* _ACTIVITY_
Return each entry word for word, without its pictures.

* _EXTRACTED ENTRIES_
┌──

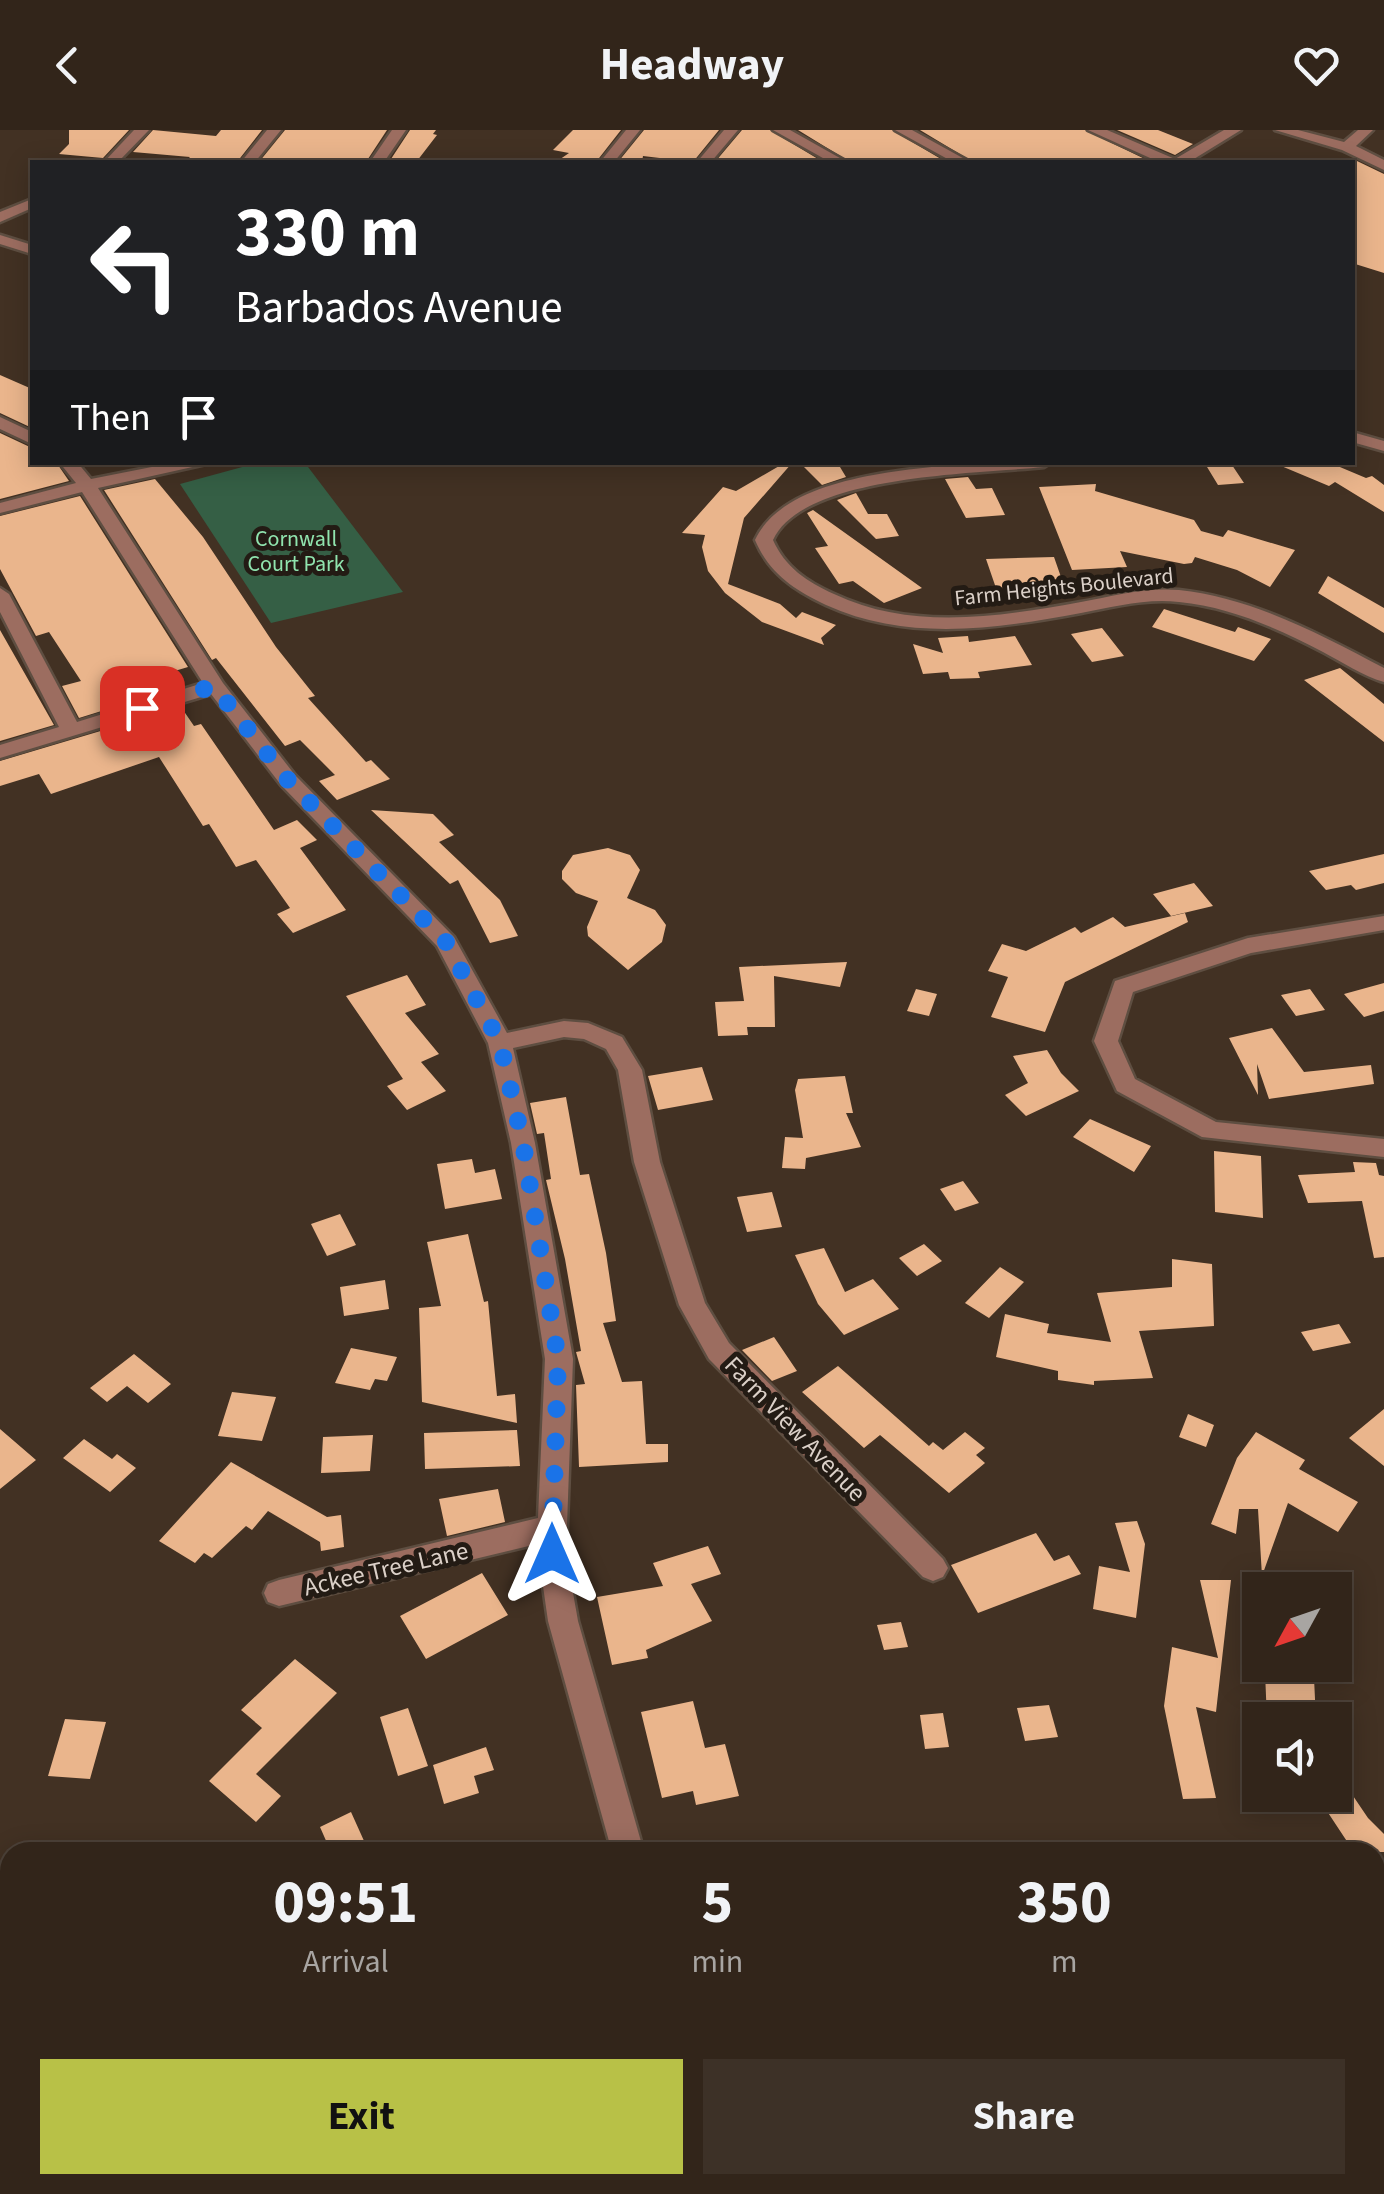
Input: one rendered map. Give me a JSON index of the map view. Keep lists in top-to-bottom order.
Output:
{
  "streets": {
    "street": ["Farm Heights Boulevard", "Farm View Avenue", "Ackee Tree Lane"]
  },
  "parks": ["Cornwall Court Park"],
  "north": "bottom left",
  "page": {
    "header": "Headway",
    "turn": ["330 m", "Barbados Avenue"],
    "then": "Then",
    "eta": [
      "09:51",
      "Arrival",
      "5",
      "min",
      "350",
      "m"
    ],
    "buttons": ["Exit", "Share"]
  }
}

└──

* _REPLY_
Input: one rendered map. Give me a JSON index of the map view. Keep lists in top-to-bottom order.
Output:
{
  "streets": {
    "street": ["Farm Heights Boulevard", "Farm View Avenue", "Ackee Tree Lane"]
  },
  "parks": ["Cornwall Court Park"],
  "north": "bottom left",
  "page": {
    "header": "Headway",
    "turn": ["330 m", "Barbados Avenue"],
    "then": "Then",
    "eta": [
      "09:51",
      "Arrival",
      "5",
      "min",
      "350",
      "m"
    ],
    "buttons": ["Exit", "Share"]
  }
}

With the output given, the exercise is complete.